Maar daarmee staat ook Section 230, een wetsartikel uit 1996 dat internetbedrijven beschermt tegen rechtszaken over berichten van hun gebruikers, ter discussie. Het is dankzij dit artikel aan de techbedrijven zelf om te bepalen welke content zij behouden of verwijderen, en ze kunnen niet aansprakelijk worden gesteld voor berichten van individuele gebruikers. Google en andere websites menen dat een overwinning voor de aanklagers in de huidige zaak niet alleen kan leiden tot een stroom van rechtszaken tegen platforms, maar ook de werking van het internet kan verstoren. De zaak is een bedreiging voor de vrijheid van meningsuiting, menen zij.
De rechters waren bezorgd over de mogelijke gevolgen van een beperking van de immuniteit voor internetbedrijven, al gaven ze ook toe dat ze geen experts zijn op het gebied van internetprotocollen. Rechter Brett Kavanaugh denkt dat er een taak is weggelegd voor het Amerikaanse Congres, waar politici wat hem betreft beter kunnen bepalen waar de verantwoordelijkheid van techbedrijven en -platforms begint en ophoudt. De rechters erkenden dat het veranderen of inperken van de regels rondom YouTube's algoritmen ook invloed kan hebben op platforms als Facebook en Twitter, hetgeen de angst van de techbedrijven rechtvaardigt.
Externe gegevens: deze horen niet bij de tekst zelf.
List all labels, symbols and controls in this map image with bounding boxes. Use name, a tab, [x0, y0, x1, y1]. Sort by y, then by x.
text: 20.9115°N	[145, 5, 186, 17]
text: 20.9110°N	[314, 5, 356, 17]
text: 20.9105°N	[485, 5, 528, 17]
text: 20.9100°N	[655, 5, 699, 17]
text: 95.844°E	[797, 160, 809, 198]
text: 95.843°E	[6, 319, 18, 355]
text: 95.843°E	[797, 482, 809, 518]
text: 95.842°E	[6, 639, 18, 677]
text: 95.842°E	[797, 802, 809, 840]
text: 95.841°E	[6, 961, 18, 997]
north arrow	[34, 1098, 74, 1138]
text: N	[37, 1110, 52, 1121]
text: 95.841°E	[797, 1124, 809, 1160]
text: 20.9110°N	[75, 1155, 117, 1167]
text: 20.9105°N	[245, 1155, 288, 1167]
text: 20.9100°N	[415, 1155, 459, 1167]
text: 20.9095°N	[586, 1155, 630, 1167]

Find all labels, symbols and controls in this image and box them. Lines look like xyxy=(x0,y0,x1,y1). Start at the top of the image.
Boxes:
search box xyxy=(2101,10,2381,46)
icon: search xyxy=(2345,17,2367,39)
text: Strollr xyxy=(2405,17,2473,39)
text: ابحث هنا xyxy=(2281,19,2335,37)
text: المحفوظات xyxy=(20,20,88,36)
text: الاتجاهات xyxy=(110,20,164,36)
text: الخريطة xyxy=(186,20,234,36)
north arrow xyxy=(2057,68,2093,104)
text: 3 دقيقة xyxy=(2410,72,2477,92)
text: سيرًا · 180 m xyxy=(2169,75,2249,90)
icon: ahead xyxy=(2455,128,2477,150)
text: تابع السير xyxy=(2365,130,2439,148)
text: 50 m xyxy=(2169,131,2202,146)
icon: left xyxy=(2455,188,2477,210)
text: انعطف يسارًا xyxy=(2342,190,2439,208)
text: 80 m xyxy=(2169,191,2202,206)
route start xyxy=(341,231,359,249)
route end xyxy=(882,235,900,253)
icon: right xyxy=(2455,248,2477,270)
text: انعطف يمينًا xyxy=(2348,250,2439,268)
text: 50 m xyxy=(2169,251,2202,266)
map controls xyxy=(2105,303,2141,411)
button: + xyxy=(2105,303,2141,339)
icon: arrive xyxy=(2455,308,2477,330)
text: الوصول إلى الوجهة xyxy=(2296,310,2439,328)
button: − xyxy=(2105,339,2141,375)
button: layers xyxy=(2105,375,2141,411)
Rechter Elena Kagan stipte aan dat het huidige wetsartikel uit 1996 is opgesteld voordat algoritmen grotendeels bepalen wat gebruikers online te zien krijgen. In het huidige internetklimaat schiet de wet daarom mogelijk tekort. Rechter Clarence Thomas merkte op dat de suggesties van YouTube wat hem betreft als zodanig moeten worden opgevat, en niet als aanbevelingen, zoals de nabestaanden van Nohemi Gonzalez beweren.
De uitspraak van het Hooggerechtshof wordt eind juni verwacht.